**Collected data**
------------------------------------------------------------------------

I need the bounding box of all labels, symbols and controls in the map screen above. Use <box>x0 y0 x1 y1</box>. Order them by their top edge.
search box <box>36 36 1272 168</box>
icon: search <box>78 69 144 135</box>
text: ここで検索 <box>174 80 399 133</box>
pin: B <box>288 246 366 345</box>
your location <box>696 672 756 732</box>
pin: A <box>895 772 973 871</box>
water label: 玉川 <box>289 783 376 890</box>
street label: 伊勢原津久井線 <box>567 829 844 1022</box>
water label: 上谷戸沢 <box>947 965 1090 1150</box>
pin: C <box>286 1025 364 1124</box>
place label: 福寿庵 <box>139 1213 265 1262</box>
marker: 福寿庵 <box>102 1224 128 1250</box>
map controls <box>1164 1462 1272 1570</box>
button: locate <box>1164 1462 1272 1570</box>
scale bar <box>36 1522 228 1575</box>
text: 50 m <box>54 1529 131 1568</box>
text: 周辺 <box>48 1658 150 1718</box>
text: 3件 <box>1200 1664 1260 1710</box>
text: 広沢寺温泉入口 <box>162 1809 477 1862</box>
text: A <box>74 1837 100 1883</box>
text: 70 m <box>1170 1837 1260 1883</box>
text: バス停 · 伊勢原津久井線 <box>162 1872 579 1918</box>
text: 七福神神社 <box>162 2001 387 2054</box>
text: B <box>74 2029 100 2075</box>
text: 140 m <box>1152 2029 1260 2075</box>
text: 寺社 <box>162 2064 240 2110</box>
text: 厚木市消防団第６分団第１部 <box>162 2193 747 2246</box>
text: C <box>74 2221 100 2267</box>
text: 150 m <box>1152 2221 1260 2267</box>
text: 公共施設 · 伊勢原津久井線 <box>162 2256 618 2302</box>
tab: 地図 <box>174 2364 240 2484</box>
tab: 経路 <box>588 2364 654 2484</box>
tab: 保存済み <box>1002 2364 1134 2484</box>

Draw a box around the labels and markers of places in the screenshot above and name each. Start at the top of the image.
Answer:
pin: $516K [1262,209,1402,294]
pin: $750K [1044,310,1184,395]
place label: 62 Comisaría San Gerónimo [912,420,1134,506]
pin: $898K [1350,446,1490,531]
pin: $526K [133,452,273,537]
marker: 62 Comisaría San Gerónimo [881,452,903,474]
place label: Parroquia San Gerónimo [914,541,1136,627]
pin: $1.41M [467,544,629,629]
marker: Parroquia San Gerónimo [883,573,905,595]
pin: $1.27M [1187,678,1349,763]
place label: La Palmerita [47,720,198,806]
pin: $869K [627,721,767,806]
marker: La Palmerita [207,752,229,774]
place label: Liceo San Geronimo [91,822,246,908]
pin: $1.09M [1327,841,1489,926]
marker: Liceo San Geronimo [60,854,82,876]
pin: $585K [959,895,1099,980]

------------------------------------------------------------------------

**Assignment**
Read through the lines above and collect those that contain the string "search".

**Answer to the problem**
search box <box>36 36 1272 168</box>
icon: search <box>78 69 144 135</box>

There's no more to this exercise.